Le Thursday 05 March 2009 18:07:43 Frank Warmerdam, vous avez écrit :
> Lucena, Ivan wrote:
> > Yes, that runs a lot of seek's to writes just few bytes here and there.
>
> Ivan,
>
> I would note that for pixel interleaved data, access is still a whole
> strip/tile at a time which in your case likely means a whole scanline.
> In no case does GDAL's GTiff driver seek along to update individual
> bytes in a pixel interleaved scanline or tile.
>
> > I am wondering what the geotiff driver could do to improve that; keeping
> > tiles in memory until they are filled up for writing at once for example
> > (?)
>
> GDAL will cache the blocks on a band-by-band basis (at a level
> where it doesn't realize the underlying datastore is pixel
> interleaved).  The actual block flushing code in the GTIFF driver
> does ensure that all the cache data for all bands is assembled
> and written at once if available.  So if you had a big enough
> block cache - or if you wrote all bands for a given scanline at
> approximately the same time - then only one write to disk would
> take place for each block.
>
> But because you write "all of the first band", then all of the second
> band and so on, you are basically triggering cache writes often and
> preventing GDAL from doing things intelligently.
>
> > BTW, would make any difference if tile the geotiff? In that case what
> > would be the blockxsize, blockysize recommended for 320 bands interleaved
> > by PIXEL?
>
> I do not anticipate this would make much difference.  As noted,
> the key factors affecting performance are block cache size, and
> the order you write data.
>
> >>  OK, it sounds like the pixels all being zero is a bug, and
> >>  it would be good to file a ticket demonstrating this problem.

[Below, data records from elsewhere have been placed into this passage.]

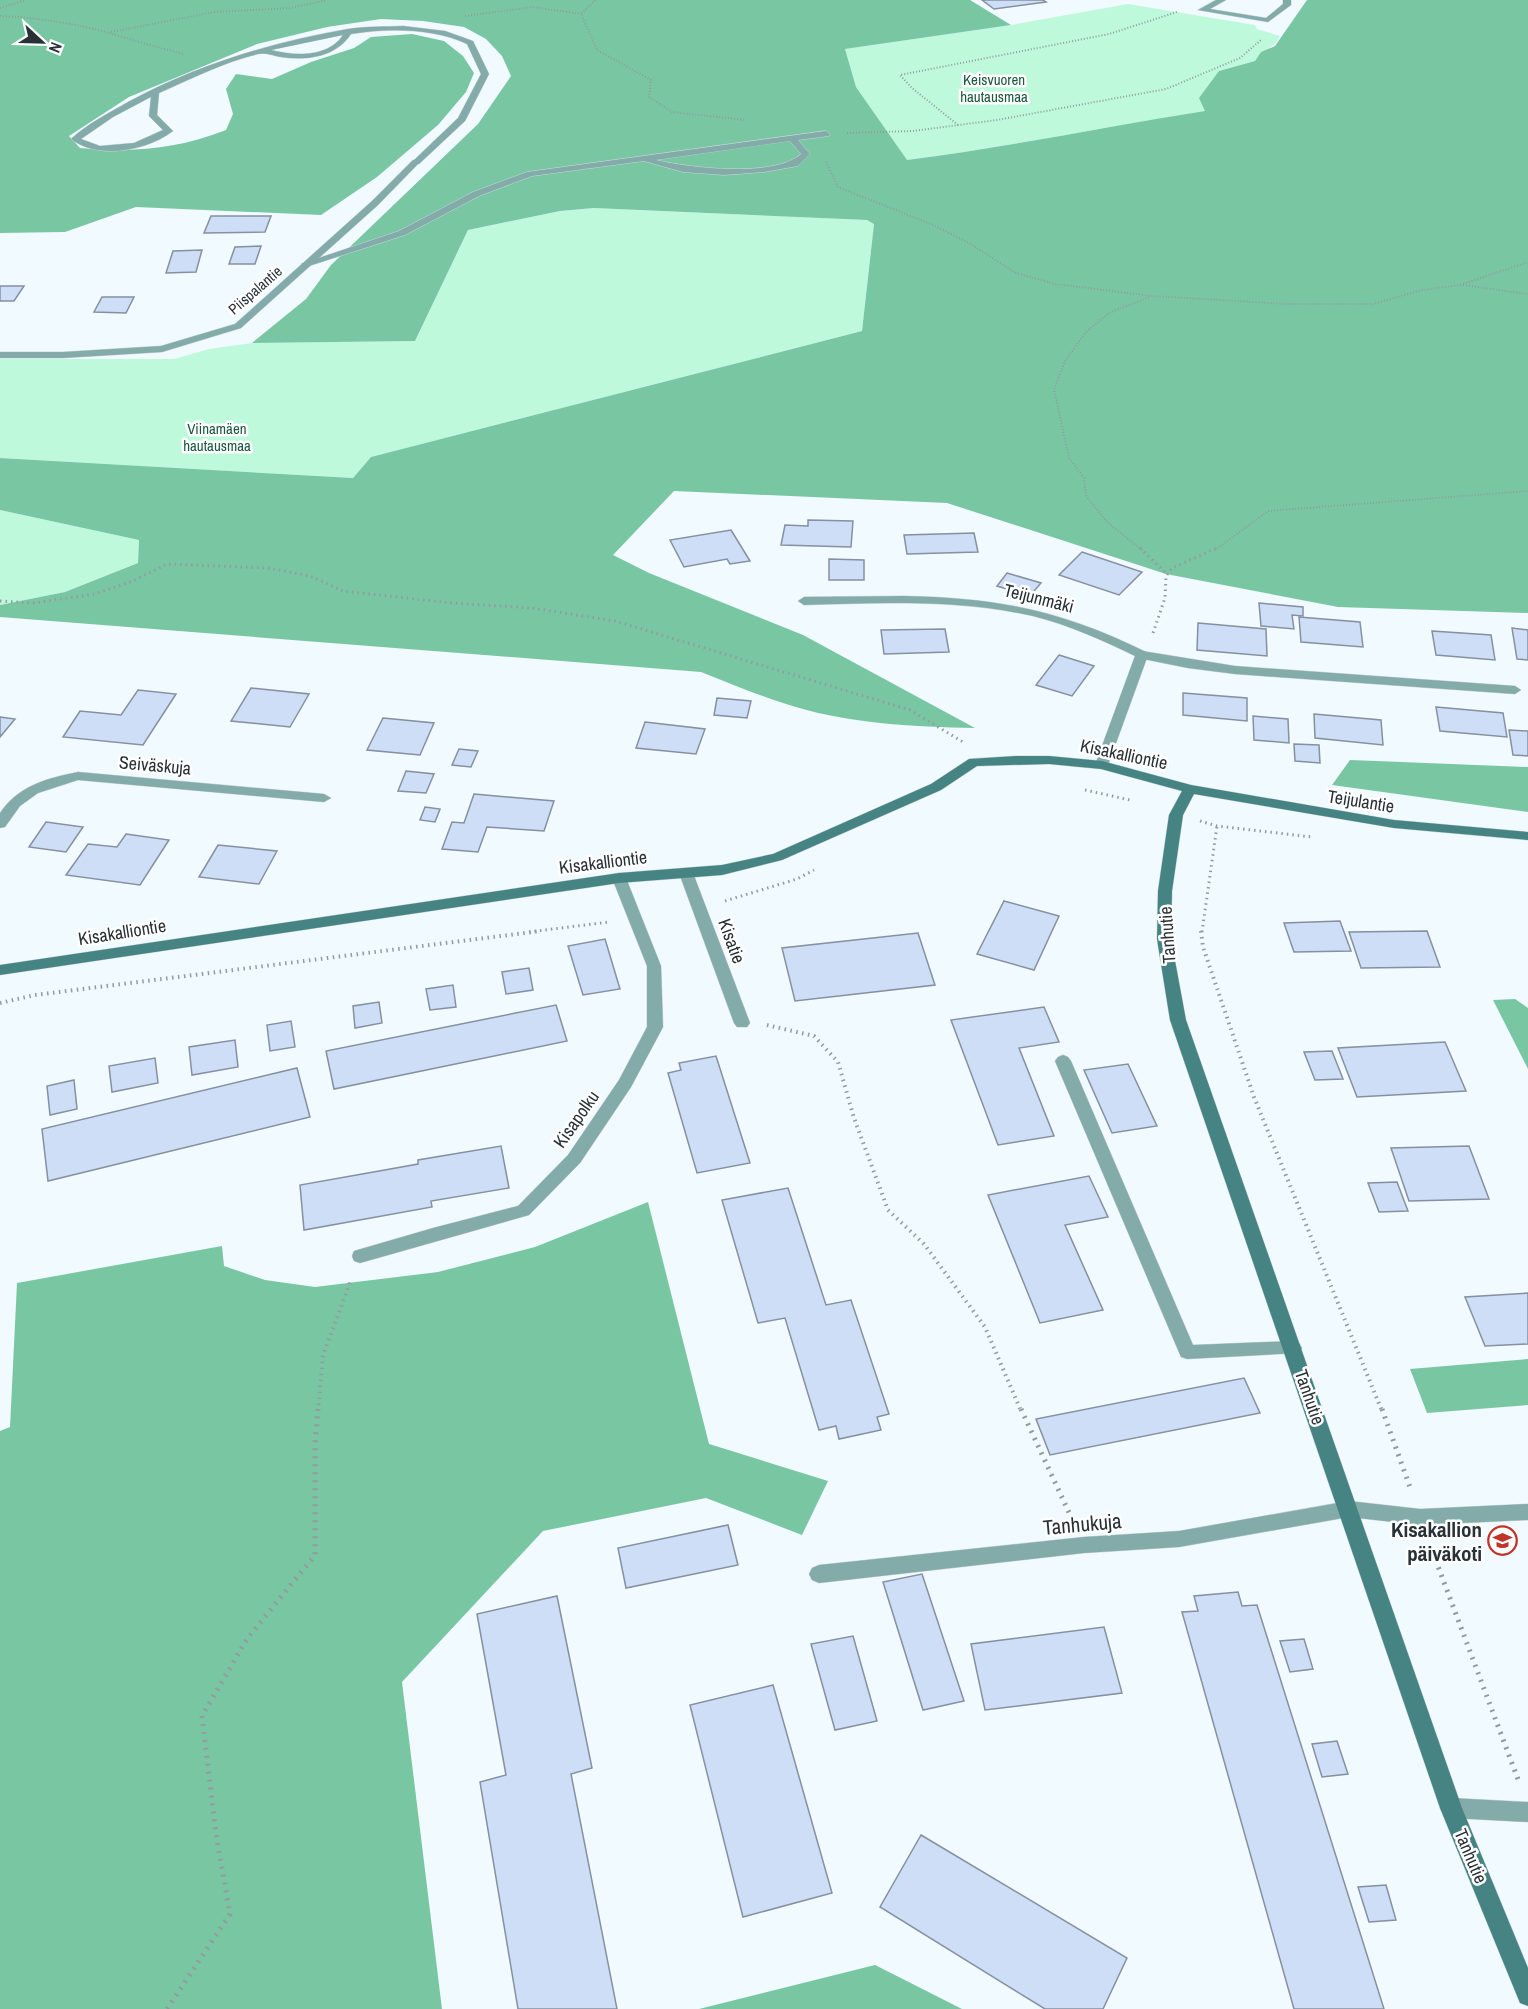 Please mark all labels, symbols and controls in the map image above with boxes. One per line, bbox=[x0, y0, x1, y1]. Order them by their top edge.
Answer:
north arrow bbox=[12, 12, 72, 72]
text: N bbox=[44, 39, 68, 56]
park label: Keisvuoren hautausmaa bbox=[960, 69, 1028, 107]
street label: Piispalantie bbox=[224, 261, 287, 319]
park label: Viinamäen hautausmaa bbox=[183, 418, 251, 456]
street label: Teijunmäki bbox=[1001, 577, 1077, 619]
street label: Kisakalliontie bbox=[1078, 733, 1170, 775]
street label: Seiväskuja bbox=[118, 749, 192, 781]
street label: Teijulantie bbox=[1326, 783, 1396, 819]
street label: Kisakalliontie bbox=[557, 844, 649, 880]
street label: Tanhutie bbox=[1153, 906, 1181, 964]
street label: Kisakalliontie bbox=[76, 913, 168, 951]
street label: Kisatie bbox=[712, 915, 752, 967]
street label: Kisapolku bbox=[547, 1085, 605, 1153]
street label: Tanhutie bbox=[1289, 1366, 1331, 1428]
street label: Tanhukuja bbox=[1041, 1506, 1123, 1542]
place label: Kisakallion päiväkoti bbox=[1391, 1515, 1482, 1568]
school or university icon: Kisakallion päiväkoti bbox=[1487, 1525, 1519, 1557]
street label: Tanhutie bbox=[1448, 1825, 1494, 1887]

> >>  Hopefully a somewhat minimalist example of the problem.
> >
> > I think it would be very hard so send data samples so I would suggest
> > running a script that creates fake raster bands with all pixels as 1 on
> > band 1, 2 on band 2, etc. Something like that perhaps:
> >
> > --
> >     driver_tif = gdal.GetDriverByName("GTIFF")
> >     output_dst = driver_tif.Create( output_tif, x_size, y_size,
> > serie_count, data_type, [ 'TILED=NO', 'INTERLEAVE=PIXEL' ])
> >     for i in range(320):
> >         output_band = output_dst.GetRasterBand( 1 + 1 )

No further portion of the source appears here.